Making Sex Green

By John Thursday • May 21st, 2008 • Category: Erotic Philosophy by John Thursday, Features

I try to be conscious of the environment.
I ride my bike.

I poop straight into my neighbor’s compost bin.

I’ve even taken up breathing directly onto trees. Apparently this makes oxygen production more efficient. (Just kidding. Do not actually try this as the trees may become angry with you.)

Yes, it’s hard being green. Often what is good for the environment comes into conflict with what is good for our own ease or comfort.

You want to save water by flushing less. You also want to eat healthy and so buy organic, local, sustainably grown… asparagus. You see where I’m going here. There’s nothing mellow about that yellow.

You take a life affirming, spiritual journey to Southeast Asia. You return with a blissful smile and the understanding that we are all one with the planet, except Republicans. Alas, the carbon footprint left in the upper atmosphere from your round trip flight is so large you have no choice but to kill yourself to offset it.

The most terrible conflict between our own wants and the needs of the planet is in our sex lives. Trying to live in harmony with the planet leads to some very odd conclusions.

1) Trusted monogamy is good for the environment.
It’s rather simple; condoms are bad for the environment. Condoms are latex, a naturally occurring sap from rubber trees. But between the spermicide, the chemical processes strengthening them and the lubes, the compost is not an option. Not to mention those little foil packs they come in. As far as the green movement is concerned, the nearly 500 million condoms used annually in the US are a menace.

Of course it is responsible to use a condom if one is engaging with multiple partners.

Thus, responsible promiscuity is bad for the environment.

Even condom using couples are straining the earth’s resources. If you truly want to be one with the earth it’s a monogamous relationship and a diaphragm. For gay men it is simply a monogamous relationship. For gay women, you guys get a green star from the Sierra Club.

One could argue in favor of the pill. But the pill seems to flood our water supply with all kinds of hormones. Big strong men suddenly find themselves crying at the Sex and the City movie because they’ve been drinking tap water. Next thing you know its man boobs. That can’t end well.

2) Lowered inhibitions are good for the environment.
Think of it, how do we power all our sex toys? With batteries and plugging into outlets. Think of all those batteries. They certainly run out fast enough. Vibrators seem to be little more than energy suckers. You can recycle your batteries but this is not very efficient and most of us are lazy about that anyway.
Perhaps you prefer to plug yours in. It seems better. Of course you’re burning a mass of coal into the atmosphere just to get off. That’s not very holistic of you.

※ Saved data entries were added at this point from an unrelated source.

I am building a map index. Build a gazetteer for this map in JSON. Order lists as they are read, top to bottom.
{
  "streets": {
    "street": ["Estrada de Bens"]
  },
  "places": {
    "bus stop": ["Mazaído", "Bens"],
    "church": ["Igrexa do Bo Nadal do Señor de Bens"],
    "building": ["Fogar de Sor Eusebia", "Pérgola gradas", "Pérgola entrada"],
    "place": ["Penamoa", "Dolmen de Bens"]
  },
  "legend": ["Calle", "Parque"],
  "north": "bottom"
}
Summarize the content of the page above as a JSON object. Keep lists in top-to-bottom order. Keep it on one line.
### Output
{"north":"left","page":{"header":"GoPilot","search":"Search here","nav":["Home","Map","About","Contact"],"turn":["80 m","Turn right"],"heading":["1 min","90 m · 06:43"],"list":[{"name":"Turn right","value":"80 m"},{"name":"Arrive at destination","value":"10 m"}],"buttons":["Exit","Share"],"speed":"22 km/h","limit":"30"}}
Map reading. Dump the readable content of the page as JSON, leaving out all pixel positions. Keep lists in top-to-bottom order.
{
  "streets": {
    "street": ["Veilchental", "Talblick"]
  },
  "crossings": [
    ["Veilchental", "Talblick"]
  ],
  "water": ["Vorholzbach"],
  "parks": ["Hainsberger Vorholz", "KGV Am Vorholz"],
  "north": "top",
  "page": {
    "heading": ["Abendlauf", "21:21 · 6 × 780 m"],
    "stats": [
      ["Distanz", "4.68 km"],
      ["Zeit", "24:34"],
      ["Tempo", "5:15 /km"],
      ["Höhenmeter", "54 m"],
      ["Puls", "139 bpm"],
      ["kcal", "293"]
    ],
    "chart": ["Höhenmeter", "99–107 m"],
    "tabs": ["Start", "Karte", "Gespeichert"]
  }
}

What we need are alternative energy sex toys. I’ve read of experiments with wind-powered vibrators but most ended in unfortunate injuries. Solar power seems like a good bet except so much of our activity takes place in the dark. That means your vibe has to hold its charge. That means it has a battery, something that stores energy. That battery will have to be replaced.

Better to use a solar powered vibrator that gets its energy directly from the light without storing it. Best to use your vibe in the sun or with the light on.
See, lowered inhibitions are good for the environment.

3) Sex toys leave a skewered historical record.
We need biodegradable sex toys. A compostable anal plug would sell like hot cakes amongst the kinky earth conscious set.

Without that we’re going to wind up with giant landfills of old dildos, anal plugs, vibrators and condoms? Can you imagine the future archaeologist who starts excavating that mound? What kind of history will she write?

4) Your sex life is an environmental menace or Bicycle Booty Call: the way of the future.
This is all about leading a carbon neutral sex life. When you go out to the clubs you are waiting for the electric night bus or you’re hopping on your bicycle. Then there you are at 2 a.m., new found honey beside you, but you’re not hailing a cab to jump in the back and start your foreplay. You’re not climbing into your car and rocketing home or maybe just getting to it right there.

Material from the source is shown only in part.